The first meeting recorded in the minute book was on 18 March 1921 – one hundred years ago today.
The Carham 1018 Society is holding a virtual conference on the afternoon of Sunday 15 November. Topics will include the recent archaeological and geophysical investigations at Carham, Carham and the Anglo-Scottish border, and Carham and the St Cuthbert connection. This conference was to have taken place earlier this year, but had to be postponed as a result of the Covid-19 pandemic. For the full conference programme and joining instructions, please email Clive Hallam-Baker.
The May 2020 issue of the Carham Parish Council newsletter featured a piece written especially for it by the High Sheriff of Northumberland, Tom Fairfax of Mindrum. In case you missed it, here is what he had to say:
“High Sheriffs in Nomination are always told that our job-spec is a blank canvas! This is truer than ever this year as much of the job traditionally involves face to face engagement – something which is not currently an option under current rules! As a result, I have spent some time with a hot towel over my head to establish new ways to serve my term in as effective a manner as possible. Against expectations, the current conditions have actually been liberating … having listened in awe to the exploits of many of my predecessors – a number of whom are from this parish – it became clear that everything and anything is possible.
“The role of High Sheriff is not really about uniforms and swords; it is about finding amazing people who are doing incredible things. The exciting thing is that these incredible things are happening all around us. Whilst the current conditions have made direct contact with people challenging, they have provided perfect conditions for people to step forward and be exceptional. We are surrounded by brilliant folk who are quietly doing the jobs that are in front of them, and who are stepping forward to add value.

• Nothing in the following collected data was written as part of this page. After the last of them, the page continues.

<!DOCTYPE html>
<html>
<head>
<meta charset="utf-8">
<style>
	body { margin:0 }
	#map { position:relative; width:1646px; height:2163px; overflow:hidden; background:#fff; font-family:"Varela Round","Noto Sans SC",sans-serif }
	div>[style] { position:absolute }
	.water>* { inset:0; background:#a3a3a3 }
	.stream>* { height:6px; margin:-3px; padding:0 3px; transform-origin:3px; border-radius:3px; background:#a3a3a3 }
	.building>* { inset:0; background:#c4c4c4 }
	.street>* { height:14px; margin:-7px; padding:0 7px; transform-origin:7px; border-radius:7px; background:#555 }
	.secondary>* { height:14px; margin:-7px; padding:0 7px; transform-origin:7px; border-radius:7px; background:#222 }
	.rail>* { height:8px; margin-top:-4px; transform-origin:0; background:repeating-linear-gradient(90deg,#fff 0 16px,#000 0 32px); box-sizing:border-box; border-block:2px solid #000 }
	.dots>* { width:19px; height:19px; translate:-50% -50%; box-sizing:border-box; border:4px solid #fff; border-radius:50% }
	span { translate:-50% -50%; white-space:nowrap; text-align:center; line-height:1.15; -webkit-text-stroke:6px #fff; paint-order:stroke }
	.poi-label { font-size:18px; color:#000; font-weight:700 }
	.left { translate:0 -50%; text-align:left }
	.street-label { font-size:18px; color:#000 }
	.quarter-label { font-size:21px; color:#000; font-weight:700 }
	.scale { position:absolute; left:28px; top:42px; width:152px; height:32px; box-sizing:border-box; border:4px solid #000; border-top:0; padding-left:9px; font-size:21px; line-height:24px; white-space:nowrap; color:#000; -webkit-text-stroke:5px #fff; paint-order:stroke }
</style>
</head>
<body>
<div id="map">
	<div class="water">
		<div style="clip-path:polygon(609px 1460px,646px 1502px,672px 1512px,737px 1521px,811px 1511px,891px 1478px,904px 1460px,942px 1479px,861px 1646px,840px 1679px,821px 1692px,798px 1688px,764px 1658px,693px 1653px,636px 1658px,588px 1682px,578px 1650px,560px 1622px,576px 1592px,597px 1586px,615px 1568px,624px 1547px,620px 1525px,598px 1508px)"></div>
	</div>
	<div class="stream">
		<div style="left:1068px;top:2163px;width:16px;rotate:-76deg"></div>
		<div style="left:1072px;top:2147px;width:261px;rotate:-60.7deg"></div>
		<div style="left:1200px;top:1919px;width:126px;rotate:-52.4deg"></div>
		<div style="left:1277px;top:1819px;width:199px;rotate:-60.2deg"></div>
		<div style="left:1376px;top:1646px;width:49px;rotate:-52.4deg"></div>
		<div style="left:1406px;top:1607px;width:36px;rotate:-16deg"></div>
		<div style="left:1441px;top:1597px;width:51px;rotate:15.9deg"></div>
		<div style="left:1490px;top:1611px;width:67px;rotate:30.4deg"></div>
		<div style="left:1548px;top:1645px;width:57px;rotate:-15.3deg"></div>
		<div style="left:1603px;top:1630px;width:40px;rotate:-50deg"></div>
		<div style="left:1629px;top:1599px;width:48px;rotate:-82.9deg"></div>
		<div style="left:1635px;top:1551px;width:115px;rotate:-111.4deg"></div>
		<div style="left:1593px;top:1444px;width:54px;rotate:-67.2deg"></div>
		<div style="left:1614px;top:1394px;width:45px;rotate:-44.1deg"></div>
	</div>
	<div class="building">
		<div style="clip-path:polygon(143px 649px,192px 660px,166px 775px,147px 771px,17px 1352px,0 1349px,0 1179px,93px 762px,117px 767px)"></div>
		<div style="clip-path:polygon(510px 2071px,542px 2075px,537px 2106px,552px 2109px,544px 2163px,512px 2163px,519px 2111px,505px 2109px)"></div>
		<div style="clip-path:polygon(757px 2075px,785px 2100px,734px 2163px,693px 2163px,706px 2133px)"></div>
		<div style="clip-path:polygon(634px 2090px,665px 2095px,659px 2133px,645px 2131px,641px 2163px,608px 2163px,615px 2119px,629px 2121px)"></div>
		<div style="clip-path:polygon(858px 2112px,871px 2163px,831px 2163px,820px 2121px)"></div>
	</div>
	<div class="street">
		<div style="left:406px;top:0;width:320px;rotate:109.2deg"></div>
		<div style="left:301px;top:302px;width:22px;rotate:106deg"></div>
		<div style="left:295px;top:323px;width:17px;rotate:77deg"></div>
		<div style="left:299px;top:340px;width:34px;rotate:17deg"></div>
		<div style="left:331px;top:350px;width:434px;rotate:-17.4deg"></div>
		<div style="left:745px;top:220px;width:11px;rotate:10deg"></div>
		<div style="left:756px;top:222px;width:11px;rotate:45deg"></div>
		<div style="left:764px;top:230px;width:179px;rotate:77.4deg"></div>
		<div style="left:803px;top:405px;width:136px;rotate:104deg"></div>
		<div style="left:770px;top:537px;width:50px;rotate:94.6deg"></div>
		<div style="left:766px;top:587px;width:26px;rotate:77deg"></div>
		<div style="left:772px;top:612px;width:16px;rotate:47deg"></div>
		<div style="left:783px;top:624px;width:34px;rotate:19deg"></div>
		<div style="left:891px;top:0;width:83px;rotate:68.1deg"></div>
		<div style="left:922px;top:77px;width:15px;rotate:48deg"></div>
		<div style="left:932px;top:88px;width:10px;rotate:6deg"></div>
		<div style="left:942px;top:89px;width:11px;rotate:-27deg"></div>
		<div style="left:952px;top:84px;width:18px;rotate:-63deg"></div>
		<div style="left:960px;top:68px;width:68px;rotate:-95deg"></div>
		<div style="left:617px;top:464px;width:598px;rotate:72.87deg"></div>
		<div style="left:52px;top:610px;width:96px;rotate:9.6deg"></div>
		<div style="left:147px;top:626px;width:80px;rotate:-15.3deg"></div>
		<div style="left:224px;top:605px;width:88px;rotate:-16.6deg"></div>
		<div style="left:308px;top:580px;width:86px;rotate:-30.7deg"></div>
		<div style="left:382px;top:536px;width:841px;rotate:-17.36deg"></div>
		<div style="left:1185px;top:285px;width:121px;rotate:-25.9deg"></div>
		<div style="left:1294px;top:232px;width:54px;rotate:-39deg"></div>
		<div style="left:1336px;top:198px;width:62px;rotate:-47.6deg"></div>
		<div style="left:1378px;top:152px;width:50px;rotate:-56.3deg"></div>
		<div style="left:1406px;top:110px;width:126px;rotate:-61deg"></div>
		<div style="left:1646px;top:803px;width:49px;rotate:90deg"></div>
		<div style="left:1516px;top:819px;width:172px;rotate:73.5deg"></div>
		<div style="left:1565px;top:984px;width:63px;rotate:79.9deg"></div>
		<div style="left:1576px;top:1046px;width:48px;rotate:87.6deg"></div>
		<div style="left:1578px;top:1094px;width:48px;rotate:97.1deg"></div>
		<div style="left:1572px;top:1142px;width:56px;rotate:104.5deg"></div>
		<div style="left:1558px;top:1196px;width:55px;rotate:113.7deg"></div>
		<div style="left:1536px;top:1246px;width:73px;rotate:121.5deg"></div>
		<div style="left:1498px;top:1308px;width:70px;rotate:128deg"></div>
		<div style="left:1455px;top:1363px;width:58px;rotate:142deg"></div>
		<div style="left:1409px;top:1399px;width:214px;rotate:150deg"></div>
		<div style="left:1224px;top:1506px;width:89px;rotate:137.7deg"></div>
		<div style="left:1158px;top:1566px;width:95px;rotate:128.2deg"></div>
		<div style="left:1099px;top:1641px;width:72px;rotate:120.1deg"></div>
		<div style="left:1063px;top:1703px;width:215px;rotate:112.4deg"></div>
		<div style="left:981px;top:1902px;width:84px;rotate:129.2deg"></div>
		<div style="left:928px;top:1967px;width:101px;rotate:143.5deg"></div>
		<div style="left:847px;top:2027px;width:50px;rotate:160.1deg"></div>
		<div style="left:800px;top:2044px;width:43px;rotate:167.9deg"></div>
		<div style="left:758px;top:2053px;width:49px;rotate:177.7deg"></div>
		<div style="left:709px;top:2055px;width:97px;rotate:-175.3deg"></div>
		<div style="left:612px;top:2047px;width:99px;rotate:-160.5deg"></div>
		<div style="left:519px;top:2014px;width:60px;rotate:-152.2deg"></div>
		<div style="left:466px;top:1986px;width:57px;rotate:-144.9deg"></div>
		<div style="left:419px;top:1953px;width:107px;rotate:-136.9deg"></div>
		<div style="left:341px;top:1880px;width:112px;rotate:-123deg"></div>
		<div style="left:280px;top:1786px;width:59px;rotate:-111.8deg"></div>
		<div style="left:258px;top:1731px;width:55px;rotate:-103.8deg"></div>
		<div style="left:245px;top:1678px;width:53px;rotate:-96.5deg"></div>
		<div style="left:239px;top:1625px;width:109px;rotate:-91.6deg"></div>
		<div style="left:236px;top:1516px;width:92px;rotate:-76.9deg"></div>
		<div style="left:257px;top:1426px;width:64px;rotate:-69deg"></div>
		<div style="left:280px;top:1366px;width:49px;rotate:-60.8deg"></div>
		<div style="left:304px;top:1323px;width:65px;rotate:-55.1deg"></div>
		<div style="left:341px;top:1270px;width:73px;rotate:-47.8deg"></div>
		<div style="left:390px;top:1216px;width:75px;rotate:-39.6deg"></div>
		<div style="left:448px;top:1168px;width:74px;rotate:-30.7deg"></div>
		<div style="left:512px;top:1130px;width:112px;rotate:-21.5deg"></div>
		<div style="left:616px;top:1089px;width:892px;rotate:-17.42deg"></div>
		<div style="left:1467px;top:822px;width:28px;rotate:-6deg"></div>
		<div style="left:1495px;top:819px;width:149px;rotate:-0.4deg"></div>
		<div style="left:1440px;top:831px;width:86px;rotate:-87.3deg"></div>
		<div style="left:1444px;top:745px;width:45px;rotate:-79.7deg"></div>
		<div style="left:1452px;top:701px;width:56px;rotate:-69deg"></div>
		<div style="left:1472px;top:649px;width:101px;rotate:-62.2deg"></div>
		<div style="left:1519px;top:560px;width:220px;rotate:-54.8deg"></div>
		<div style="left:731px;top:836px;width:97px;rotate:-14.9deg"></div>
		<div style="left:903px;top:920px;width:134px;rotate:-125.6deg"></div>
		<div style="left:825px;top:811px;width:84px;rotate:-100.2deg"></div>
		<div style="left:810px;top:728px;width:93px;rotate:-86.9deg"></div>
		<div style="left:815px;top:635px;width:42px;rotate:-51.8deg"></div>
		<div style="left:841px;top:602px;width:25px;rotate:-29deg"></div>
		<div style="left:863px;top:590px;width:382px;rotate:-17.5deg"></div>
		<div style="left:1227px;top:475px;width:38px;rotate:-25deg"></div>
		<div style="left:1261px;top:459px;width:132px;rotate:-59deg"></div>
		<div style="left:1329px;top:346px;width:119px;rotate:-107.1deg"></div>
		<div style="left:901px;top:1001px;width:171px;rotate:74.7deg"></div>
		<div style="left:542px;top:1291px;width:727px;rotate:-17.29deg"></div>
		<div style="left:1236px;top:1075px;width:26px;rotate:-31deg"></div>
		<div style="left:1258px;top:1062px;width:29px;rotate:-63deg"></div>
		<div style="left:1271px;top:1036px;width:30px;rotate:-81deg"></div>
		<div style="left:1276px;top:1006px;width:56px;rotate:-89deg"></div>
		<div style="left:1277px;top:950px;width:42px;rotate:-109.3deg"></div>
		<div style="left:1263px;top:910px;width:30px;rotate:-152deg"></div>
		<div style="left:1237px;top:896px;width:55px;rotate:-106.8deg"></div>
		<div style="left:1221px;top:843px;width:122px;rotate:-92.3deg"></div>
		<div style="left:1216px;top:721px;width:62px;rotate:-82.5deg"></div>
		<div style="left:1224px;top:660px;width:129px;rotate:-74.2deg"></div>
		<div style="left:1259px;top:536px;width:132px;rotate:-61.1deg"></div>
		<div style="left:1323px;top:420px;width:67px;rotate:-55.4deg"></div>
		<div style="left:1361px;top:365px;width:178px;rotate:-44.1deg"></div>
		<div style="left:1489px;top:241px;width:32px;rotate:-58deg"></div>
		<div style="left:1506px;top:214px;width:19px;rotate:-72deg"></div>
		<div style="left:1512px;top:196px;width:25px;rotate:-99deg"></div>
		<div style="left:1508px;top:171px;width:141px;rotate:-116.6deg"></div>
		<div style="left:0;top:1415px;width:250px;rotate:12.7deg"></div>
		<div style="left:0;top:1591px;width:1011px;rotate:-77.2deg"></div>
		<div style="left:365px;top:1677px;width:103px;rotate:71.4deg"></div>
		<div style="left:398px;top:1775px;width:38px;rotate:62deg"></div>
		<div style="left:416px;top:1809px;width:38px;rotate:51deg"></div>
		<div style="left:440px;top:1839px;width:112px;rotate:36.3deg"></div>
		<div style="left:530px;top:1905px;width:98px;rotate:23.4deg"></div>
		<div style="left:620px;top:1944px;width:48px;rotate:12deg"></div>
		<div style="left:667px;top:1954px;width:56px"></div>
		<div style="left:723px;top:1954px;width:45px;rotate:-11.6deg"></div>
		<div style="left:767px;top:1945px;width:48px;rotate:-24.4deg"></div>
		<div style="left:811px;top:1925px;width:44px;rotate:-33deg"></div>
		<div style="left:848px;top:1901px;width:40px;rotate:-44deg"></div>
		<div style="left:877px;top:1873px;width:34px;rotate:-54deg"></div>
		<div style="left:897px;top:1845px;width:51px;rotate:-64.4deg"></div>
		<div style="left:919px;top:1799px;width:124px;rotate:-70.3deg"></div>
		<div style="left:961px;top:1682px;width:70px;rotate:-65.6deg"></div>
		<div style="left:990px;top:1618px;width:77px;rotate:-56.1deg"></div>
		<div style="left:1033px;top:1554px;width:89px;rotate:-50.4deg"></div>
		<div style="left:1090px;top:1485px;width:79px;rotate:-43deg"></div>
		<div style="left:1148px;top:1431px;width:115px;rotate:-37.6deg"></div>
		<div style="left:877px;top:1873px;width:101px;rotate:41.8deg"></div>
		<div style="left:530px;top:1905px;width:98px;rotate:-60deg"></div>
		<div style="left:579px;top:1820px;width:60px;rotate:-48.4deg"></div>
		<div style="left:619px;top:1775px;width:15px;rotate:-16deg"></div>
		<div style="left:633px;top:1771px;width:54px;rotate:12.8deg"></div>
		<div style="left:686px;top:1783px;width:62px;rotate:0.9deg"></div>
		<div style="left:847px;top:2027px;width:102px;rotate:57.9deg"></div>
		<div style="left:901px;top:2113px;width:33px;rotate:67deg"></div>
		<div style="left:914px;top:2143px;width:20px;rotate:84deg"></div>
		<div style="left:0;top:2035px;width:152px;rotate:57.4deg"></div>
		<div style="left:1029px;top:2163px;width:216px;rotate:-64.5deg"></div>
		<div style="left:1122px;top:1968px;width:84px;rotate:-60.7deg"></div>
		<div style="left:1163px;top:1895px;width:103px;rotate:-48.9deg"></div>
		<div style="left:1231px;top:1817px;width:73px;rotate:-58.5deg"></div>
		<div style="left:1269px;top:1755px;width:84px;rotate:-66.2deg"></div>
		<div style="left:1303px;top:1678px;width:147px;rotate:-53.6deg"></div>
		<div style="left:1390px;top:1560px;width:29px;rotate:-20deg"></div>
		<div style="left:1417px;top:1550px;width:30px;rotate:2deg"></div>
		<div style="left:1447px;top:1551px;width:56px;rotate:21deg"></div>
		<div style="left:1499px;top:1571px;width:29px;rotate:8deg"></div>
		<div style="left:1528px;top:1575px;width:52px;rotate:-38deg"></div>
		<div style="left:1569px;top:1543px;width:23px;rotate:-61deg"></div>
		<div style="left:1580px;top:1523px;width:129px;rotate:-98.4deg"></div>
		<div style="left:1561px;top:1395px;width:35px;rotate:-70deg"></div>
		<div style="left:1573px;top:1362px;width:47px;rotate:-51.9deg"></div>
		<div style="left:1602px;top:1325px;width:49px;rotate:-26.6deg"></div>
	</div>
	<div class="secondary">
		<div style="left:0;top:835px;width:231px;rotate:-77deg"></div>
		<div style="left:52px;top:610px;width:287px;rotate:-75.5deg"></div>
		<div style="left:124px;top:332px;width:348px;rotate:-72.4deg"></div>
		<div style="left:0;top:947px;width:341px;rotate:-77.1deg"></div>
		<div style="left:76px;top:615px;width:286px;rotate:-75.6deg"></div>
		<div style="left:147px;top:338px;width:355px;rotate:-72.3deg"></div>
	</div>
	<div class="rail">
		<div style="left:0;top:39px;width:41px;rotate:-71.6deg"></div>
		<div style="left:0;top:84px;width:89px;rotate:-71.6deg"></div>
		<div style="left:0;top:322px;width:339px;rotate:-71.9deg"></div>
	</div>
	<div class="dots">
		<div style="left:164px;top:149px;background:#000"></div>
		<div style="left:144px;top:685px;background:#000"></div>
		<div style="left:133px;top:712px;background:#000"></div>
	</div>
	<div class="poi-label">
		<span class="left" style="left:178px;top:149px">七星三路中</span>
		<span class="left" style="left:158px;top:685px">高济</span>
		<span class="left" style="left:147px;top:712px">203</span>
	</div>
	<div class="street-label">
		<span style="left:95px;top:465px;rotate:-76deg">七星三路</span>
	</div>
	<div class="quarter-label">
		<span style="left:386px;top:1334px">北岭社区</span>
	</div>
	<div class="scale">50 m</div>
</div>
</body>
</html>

“This year we commemorate the 75th anniversary of both VE Day and VJ Day, which mark, respectively, the end of the Second World War in the European and Far East theatres. Some will remember those days, but most of us can only imagine what it must have been like. It is, perhaps, ironic that we commemorate the end of one global crisis whilst in the grip of another. The 1939-45 world war had a profound effect on the world and particularly this country. Whilst it carried with it a huge cost in many areas, it was a time when the country pulled together and prevailed. It re-enforced the resilience that this nation has repeatedly shown in times of crisis.
“As we face the current period of uncertainty, a deliberate focus on the positive outcomes around us enables us to overcome the negatives, and whilst there are things we cannot control, there are many that we can. All we have to do is to be live to the opportunities that present themselves and to seize them when they arise. We are surrounded by folk who are seizing these opportunities and doing amazing things – we can but try to live up to their example!”